We attended Nestle’s recent results briefing, which yielded no major surprises. However, we got some clarity on management’s future plans for the business, especially regarding the consolidation of the MILO operations at the Chembong factory in Negeri Sembilan. Management is of the view that consumer sentiment should continue to hold up and new product innovations should continue to spur topline growth, but cautioned on a possible uptick in certain key raw material prices. We retain our SELL call on valuation grounds.

9M18 Earnings Were Solid, Driven by Strong Demand

To recap, 9M18 earnings came in within expectations, primarily driven by strong demand for new product launches and margin improvements on lower raw material prices and realised efficiencies. We understand that new products such as the MAGGI Pedas Giler variety saw an overwhelming response from customers, which was also confirmed by our channel checks with certain retailers. The much improved consumer sentiment also provided steady tailwinds, and we concur with management that sentiment should continue to hold up into FY19.

Some Updates on the Disposal of the Chilled Dairy Business

We also got further clarity on the proposed disposal of Nestle’s chilled dairy business to Lactalis. The rationale for the disposal was two-fold: i) Strategically, Lactalis is better positioned to develop and grow the chilled dairy business in Malaysia, considering its strong portfolio of dairy business globally, and ii) A bulk of the sales proceeds of RM155m allows Nestle to rationalise the MILO business in an existing factory in Chembong, Negeri Sembilan, which entails the expansion of manufacturing capacity and efficiency gains, to cater to growing demand.

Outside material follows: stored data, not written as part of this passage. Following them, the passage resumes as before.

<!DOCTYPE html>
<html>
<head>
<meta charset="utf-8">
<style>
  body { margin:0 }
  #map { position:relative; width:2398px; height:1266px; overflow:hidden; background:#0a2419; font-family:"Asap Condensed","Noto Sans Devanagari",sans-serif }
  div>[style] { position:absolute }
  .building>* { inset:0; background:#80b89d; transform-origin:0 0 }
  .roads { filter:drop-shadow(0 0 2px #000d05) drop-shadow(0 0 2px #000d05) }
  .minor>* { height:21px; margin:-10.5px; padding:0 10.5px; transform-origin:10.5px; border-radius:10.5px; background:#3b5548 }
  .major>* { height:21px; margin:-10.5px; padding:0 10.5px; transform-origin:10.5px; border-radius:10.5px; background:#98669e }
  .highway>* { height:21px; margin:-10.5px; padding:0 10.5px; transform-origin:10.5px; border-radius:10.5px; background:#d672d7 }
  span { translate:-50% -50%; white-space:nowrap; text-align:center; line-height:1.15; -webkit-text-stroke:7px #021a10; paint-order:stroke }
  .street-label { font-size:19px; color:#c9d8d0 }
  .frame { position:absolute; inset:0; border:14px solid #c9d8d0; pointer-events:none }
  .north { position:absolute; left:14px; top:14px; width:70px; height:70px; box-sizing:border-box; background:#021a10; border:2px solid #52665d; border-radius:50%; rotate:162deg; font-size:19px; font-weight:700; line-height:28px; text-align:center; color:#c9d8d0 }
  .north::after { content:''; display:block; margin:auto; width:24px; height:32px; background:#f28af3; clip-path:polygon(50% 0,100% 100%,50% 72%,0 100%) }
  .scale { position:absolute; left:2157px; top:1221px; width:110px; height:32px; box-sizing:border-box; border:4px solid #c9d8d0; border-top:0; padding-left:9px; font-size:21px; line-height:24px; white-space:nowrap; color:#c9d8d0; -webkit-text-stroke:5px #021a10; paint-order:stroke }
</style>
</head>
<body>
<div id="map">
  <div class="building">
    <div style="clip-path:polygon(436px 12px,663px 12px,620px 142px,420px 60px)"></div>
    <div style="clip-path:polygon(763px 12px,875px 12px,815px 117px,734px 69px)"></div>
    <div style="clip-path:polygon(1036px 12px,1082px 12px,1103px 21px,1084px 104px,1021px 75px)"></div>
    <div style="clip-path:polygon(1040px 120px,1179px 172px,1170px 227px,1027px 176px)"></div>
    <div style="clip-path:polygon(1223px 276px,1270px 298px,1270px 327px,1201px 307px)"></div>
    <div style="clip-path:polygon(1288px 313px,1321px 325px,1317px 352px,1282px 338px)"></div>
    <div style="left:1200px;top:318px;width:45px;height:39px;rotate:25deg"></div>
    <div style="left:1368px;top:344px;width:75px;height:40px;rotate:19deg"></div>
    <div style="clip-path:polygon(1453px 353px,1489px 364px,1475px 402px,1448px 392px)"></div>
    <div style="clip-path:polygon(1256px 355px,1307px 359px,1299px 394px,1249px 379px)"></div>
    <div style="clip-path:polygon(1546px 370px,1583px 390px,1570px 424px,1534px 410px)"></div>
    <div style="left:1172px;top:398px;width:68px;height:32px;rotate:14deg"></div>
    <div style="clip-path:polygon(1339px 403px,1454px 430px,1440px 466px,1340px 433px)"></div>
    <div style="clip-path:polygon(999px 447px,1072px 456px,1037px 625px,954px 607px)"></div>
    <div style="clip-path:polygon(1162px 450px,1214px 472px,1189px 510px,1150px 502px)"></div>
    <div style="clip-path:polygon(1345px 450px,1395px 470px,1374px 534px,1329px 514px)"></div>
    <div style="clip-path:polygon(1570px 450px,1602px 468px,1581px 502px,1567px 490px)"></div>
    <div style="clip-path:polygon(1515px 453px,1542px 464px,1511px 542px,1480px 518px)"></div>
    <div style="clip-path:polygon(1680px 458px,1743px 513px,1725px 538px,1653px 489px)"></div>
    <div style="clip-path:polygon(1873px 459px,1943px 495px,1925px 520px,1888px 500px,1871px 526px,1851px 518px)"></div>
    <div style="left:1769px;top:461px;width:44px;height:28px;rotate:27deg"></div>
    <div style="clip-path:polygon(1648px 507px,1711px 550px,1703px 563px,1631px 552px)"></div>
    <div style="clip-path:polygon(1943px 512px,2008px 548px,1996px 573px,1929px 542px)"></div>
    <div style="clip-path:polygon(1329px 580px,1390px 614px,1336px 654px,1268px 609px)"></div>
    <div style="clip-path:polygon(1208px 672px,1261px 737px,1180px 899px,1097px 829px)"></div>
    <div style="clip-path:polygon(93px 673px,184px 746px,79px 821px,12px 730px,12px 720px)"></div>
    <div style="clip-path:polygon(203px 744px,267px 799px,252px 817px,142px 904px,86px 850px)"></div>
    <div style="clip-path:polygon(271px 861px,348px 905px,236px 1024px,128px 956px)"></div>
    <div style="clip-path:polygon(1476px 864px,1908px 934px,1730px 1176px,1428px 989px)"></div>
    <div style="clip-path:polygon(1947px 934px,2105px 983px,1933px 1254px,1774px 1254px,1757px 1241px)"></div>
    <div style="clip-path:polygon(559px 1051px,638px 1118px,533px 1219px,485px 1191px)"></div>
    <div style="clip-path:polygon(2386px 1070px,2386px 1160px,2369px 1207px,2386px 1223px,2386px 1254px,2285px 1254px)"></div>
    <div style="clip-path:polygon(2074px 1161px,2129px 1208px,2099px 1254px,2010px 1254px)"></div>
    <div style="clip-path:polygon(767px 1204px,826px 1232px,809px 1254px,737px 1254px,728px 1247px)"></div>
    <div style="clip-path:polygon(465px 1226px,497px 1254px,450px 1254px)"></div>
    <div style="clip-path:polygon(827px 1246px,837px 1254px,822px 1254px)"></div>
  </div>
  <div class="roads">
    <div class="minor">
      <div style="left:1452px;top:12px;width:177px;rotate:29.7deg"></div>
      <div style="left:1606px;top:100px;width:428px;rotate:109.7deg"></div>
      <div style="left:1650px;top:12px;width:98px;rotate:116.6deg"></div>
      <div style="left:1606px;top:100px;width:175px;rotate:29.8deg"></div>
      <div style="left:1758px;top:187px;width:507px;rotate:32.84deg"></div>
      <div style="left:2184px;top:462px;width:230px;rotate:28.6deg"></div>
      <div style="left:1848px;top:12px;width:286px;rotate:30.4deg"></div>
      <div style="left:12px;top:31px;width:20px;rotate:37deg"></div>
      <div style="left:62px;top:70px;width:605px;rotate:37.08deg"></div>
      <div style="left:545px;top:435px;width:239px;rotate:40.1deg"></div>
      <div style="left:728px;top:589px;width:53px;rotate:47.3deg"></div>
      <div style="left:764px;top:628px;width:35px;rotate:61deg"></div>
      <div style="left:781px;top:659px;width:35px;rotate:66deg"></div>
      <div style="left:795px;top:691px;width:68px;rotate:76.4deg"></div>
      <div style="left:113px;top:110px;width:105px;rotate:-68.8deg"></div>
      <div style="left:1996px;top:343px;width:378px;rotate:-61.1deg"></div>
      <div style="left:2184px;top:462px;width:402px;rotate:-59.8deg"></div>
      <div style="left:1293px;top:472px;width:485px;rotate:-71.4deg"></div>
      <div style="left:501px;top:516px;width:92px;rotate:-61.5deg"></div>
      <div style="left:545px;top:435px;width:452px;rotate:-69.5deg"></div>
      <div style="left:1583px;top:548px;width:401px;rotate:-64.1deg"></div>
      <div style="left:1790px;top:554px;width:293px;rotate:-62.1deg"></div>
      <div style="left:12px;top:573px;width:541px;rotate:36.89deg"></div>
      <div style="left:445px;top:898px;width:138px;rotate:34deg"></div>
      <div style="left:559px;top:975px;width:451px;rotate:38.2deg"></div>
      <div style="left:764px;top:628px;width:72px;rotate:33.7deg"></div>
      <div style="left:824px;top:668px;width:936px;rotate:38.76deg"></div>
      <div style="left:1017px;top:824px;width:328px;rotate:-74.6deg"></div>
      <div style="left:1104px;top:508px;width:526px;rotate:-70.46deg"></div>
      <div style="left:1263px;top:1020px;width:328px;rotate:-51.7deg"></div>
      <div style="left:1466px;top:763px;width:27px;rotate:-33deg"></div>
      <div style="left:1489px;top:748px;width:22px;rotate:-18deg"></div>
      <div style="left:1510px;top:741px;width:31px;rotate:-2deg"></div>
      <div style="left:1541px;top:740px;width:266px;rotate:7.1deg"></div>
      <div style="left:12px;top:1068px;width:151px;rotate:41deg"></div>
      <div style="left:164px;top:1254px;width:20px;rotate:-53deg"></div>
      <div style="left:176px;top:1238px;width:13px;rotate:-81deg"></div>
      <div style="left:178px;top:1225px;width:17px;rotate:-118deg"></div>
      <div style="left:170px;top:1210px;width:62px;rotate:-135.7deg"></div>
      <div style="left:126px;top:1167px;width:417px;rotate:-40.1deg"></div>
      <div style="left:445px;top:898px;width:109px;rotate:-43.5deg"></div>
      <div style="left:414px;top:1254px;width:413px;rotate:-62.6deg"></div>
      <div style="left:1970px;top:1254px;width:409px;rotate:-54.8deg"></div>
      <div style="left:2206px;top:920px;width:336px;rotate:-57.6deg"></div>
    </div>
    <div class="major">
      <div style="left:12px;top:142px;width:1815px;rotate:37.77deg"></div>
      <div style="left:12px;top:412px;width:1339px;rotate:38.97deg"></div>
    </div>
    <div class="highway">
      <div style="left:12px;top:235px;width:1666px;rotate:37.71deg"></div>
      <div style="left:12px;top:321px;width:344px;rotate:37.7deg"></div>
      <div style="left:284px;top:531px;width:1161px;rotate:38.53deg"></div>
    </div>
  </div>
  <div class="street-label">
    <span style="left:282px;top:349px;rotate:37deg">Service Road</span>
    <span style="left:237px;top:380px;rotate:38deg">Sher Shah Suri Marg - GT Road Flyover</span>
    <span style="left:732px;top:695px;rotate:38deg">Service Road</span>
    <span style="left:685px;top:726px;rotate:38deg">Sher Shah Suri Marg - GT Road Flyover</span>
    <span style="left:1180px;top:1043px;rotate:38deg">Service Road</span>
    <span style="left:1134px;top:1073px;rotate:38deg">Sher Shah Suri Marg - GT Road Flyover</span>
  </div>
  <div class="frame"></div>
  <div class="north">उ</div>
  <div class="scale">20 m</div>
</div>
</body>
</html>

Outlook still looks bright, but foresee an uptick in raw material prices

We believe that the outlook remains strong for Nestle considering its strong branding in Malaysia and positive consumer sentiment, which translate into a good take-up of its new product offerings. On the flip side, moving forward, management believes that prices of some key raw materials, such as milk powder and certain grains, might increase in the near term, due to the normalisation of supply/demand dynamics globally. However, we believe that this can be mitigated by adequate hedging strategies and efficiency gains in Nestle’s operations.

Maintain SELL on Lofty Valuations, No Significant Rerating Catalysts

As the briefing did not yield any major surpises, we make no changes to our estimates. We believe the bright prospects have been more than adequately priced in, and thus retain our SELL call with an unchanged DCF-derived TP of RM111.00. Upside risks: less competitive environment in the F&B space; sharp decline in raw material prices.